# Directions for this task:
Give every entry again, exactly as it stands.

# Available data:
--*--

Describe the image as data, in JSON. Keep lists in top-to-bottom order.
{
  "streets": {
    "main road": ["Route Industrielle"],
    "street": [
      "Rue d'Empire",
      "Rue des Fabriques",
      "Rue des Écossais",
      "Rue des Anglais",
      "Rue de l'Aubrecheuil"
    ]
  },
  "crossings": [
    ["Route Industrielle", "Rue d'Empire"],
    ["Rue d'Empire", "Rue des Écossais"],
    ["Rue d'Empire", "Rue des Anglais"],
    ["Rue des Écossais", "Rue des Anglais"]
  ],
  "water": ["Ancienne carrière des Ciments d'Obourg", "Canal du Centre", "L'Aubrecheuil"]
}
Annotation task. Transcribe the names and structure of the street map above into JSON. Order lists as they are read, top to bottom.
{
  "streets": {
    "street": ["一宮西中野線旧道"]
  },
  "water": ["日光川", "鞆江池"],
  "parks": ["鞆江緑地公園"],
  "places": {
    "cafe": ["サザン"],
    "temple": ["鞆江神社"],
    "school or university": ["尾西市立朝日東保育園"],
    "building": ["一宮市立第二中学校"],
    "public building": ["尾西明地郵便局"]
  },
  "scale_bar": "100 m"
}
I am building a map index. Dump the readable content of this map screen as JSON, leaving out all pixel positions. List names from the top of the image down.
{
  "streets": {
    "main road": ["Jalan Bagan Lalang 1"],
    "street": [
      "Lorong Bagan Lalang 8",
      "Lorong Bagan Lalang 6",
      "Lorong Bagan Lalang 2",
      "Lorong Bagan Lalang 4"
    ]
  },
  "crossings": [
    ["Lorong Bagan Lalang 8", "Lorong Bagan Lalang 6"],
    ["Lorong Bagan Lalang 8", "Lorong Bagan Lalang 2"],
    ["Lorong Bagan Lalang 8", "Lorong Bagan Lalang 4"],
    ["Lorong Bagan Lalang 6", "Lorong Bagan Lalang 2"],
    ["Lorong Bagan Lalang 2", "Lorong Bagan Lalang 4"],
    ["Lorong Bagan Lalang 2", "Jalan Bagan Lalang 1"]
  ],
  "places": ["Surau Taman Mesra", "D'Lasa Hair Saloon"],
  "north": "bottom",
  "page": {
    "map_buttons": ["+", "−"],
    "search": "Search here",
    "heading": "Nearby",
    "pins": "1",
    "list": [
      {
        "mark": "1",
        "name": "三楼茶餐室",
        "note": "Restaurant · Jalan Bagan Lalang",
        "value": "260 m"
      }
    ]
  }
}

--*--

# Exercise output:
Describe the image as data, in JSON. Keep lists in top-to-bottom order.
{
  "streets": {
    "main road": ["Route Industrielle"],
    "street": [
      "Rue d'Empire",
      "Rue des Fabriques",
      "Rue des Écossais",
      "Rue des Anglais",
      "Rue de l'Aubrecheuil"
    ]
  },
  "crossings": [
    ["Route Industrielle", "Rue d'Empire"],
    ["Rue d'Empire", "Rue des Écossais"],
    ["Rue d'Empire", "Rue des Anglais"],
    ["Rue des Écossais", "Rue des Anglais"]
  ],
  "water": ["Ancienne carrière des Ciments d'Obourg", "Canal du Centre", "L'Aubrecheuil"]
}
Annotation task. Transcribe the names and structure of the street map above into JSON. Order lists as they are read, top to bottom.
{
  "streets": {
    "street": ["一宮西中野線旧道"]
  },
  "water": ["日光川", "鞆江池"],
  "parks": ["鞆江緑地公園"],
  "places": {
    "cafe": ["サザン"],
    "temple": ["鞆江神社"],
    "school or university": ["尾西市立朝日東保育園"],
    "building": ["一宮市立第二中学校"],
    "public building": ["尾西明地郵便局"]
  },
  "scale_bar": "100 m"
}
I am building a map index. Dump the readable content of this map screen as JSON, leaving out all pixel positions. List names from the top of the image down.
{
  "streets": {
    "main road": ["Jalan Bagan Lalang 1"],
    "street": [
      "Lorong Bagan Lalang 8",
      "Lorong Bagan Lalang 6",
      "Lorong Bagan Lalang 2",
      "Lorong Bagan Lalang 4"
    ]
  },
  "crossings": [
    ["Lorong Bagan Lalang 8", "Lorong Bagan Lalang 6"],
    ["Lorong Bagan Lalang 8", "Lorong Bagan Lalang 2"],
    ["Lorong Bagan Lalang 8", "Lorong Bagan Lalang 4"],
    ["Lorong Bagan Lalang 6", "Lorong Bagan Lalang 2"],
    ["Lorong Bagan Lalang 2", "Lorong Bagan Lalang 4"],
    ["Lorong Bagan Lalang 2", "Jalan Bagan Lalang 1"]
  ],
  "places": ["Surau Taman Mesra", "D'Lasa Hair Saloon"],
  "north": "bottom",
  "page": {
    "map_buttons": ["+", "−"],
    "search": "Search here",
    "heading": "Nearby",
    "pins": "1",
    "list": [
      {
        "mark": "1",
        "name": "三楼茶餐室",
        "note": "Restaurant · Jalan Bagan Lalang",
        "value": "260 m"
      }
    ]
  }
}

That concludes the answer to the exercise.